Renewable Energy Tech: The way innovation is combating climate change
The planet is heating at an unparalleled rate compared to any time in history. Thousand-year-old glaciers are melting. Storms are increasingly becoming more intense and frequent. Wildfires are flaming more and longer. The world is experiencing an increase in sea levels, which are threatening coastal communities. It is an enormous issue with an urgent and interconnected problem with the way human beings generate and use energy. But here is something really encouraging: technology is lifting itself to this challenge, and it is advancing more rapidly than many may think.
Natural sources are renewable energy sources because they are constantly replenished, such as sunlight, wind, flowing water and heat beneath the earth’s surface. The renewable sources do not deplete like fossil fuels such as oil, coal, and crude gas and the production of power using renewable sources does not discharge carbon dioxide into the atmosphere. The difficulty has always lain in utilizing them in a large scale in a reliable and low-cost fashion. It is at that point that the technology comes in.
Solar and Wind: The Dynamic Duo in the Lead.
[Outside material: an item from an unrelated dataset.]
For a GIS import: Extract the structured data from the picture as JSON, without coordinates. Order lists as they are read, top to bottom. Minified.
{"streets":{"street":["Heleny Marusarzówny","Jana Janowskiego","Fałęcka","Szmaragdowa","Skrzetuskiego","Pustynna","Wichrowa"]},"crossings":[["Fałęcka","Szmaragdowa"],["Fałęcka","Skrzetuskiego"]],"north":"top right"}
The last ten years have seen a spectacular change in solar power to the point that it has surprised even the experts. Since 2010, the cost of solar panels has fallen by over 90 percent. It is no exaggeration. Solar has become among the most inexpensive sources of electricity in the history of humankind. Homeowners, schools, farms, and businesses that were previously unable to afford solar panels a decade ago now install them and begin to save money on electricity bills in a few years.
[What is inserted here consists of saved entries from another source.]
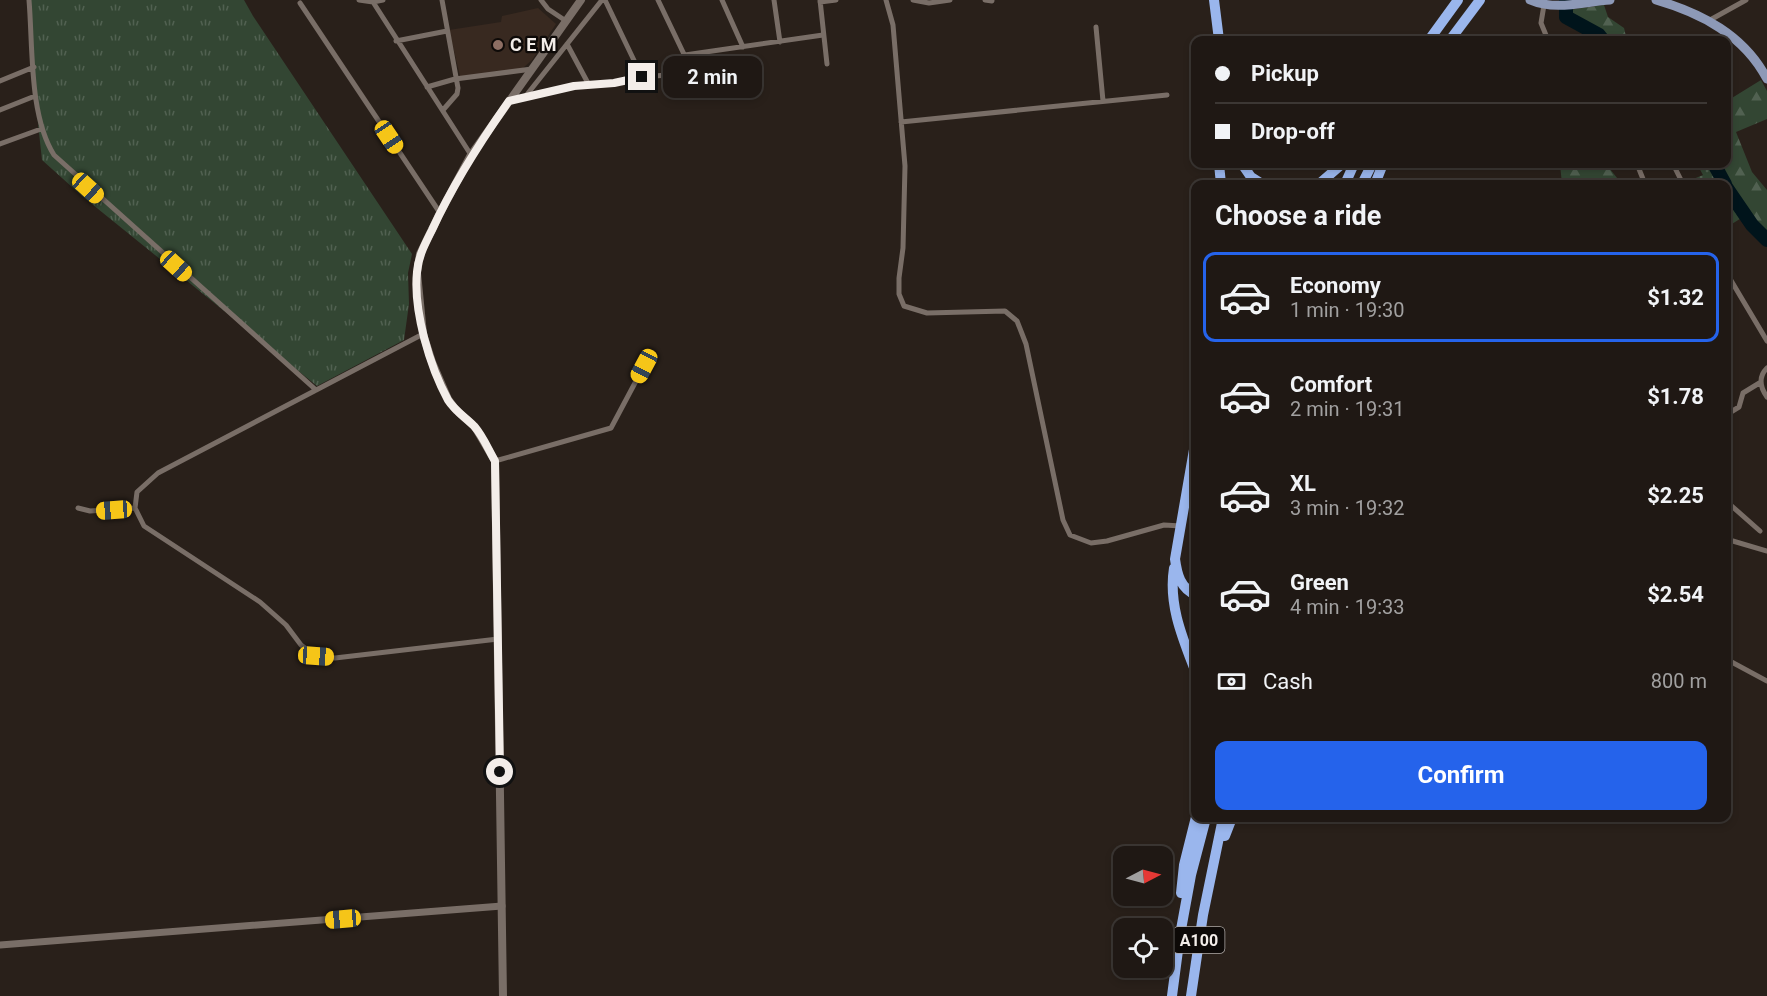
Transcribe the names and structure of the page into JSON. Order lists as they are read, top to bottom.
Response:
{
  "streets": {
    "highway": ["A100"]
  },
  "places": ["C E M"],
  "north": "right",
  "page": {
    "banner": ["Pickup", "Drop-off"],
    "bubble": "2 min",
    "heading": "Choose a ride",
    "list": [
      {
        "name": "Economy",
        "note": "1 min · 19:30",
        "value": "$1.32"
      },
      {
        "name": "Comfort",
        "note": "2 min · 19:31",
        "value": "$1.78"
      },
      {
        "name": "XL",
        "note": "3 min · 19:32",
        "value": "$2.25"
      },
      {
        "name": "Green",
        "note": "4 min · 19:33",
        "value": "$2.54"
      }
    ],
    "pay": ["Cash", "800 m"],
    "buttons": "Confirm"
  }
}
The technology is also becoming more feasible and aesthetically pleasing with newer solar designs. They have now come up with solar roof tiles that resemble ordinary shingles. Beautiful transparent solar glass is under experiment in windows. Solar panels can be carried by people on camping and travelling, and can be used anywhere there is sun. The novelty is inexorable.
Wind energy is also increasing at an impressive rate. New wind turbines are real engineering wonders. Certain offshore designs are taller than the Statue of Liberty and are capable of serving thousands of homes in one building. Offshore wind farms- constructed in the ocean, where winds are more constant and stronger than on land- are rapidly increasing along the coasts across the globe. Already, countries such as Denmark produce more electricity through wind than their population on a particular day.
Storage, EVs, and the Full Clean Energy Picture.
Storage has been considered as one of the greatest historical challenges of renewable energy. The sun is not always glowing and the wind is not always blowing. What is the result of a decrease in supply and a steady demand? This issue of intermittency had long constrained the amount of renewable energy that could be served by the grids. Battery technology is resolving that issue at a rate that is more rapid than anyone anticipated.
Large-scale batteries, which store gigawatts of solar-farm energy during the day and emit it at night, are already in operation in several countries. Home battery systems allow single homeowners to store solar energy to be used at night. The cost of the battery has reduced significantly, and it is still declining as production increases.
Another promising area of clean energy is green hydrogen. Produced by dividing water molecules with renewable electricity, green hydrogen will be able to store an immense amount of energy and will be able to propel ships, steel factories and heavy industry without generating greenhouse gases. Even today, it remains comparatively costly, although costs are decreasing fast with the rise in investment and production.
Worth a mention are electric vehicles. Each EV will reduce the amount of gasoline-powered engines emitting exhaust into the atmosphere. And when powered by clean electricity, EVs would be a part of a smarter and cleaner energy ecosystem. Even certain EV batteries of the next generation are not only capable of supplying electricity to the power grid at times of peak demand, thus practically transforming cars into their own power plants.
Climate change is an emergency that must be fought- but so is the action taken. All solar panels mounted, all wind turbines rotating, all batteries filled with clean energy are real steps in the right direction. Climate change will not be decoded by technology. Yet it is a most necessary ingredient of the remedy, and, as it were, it is performing at this moment.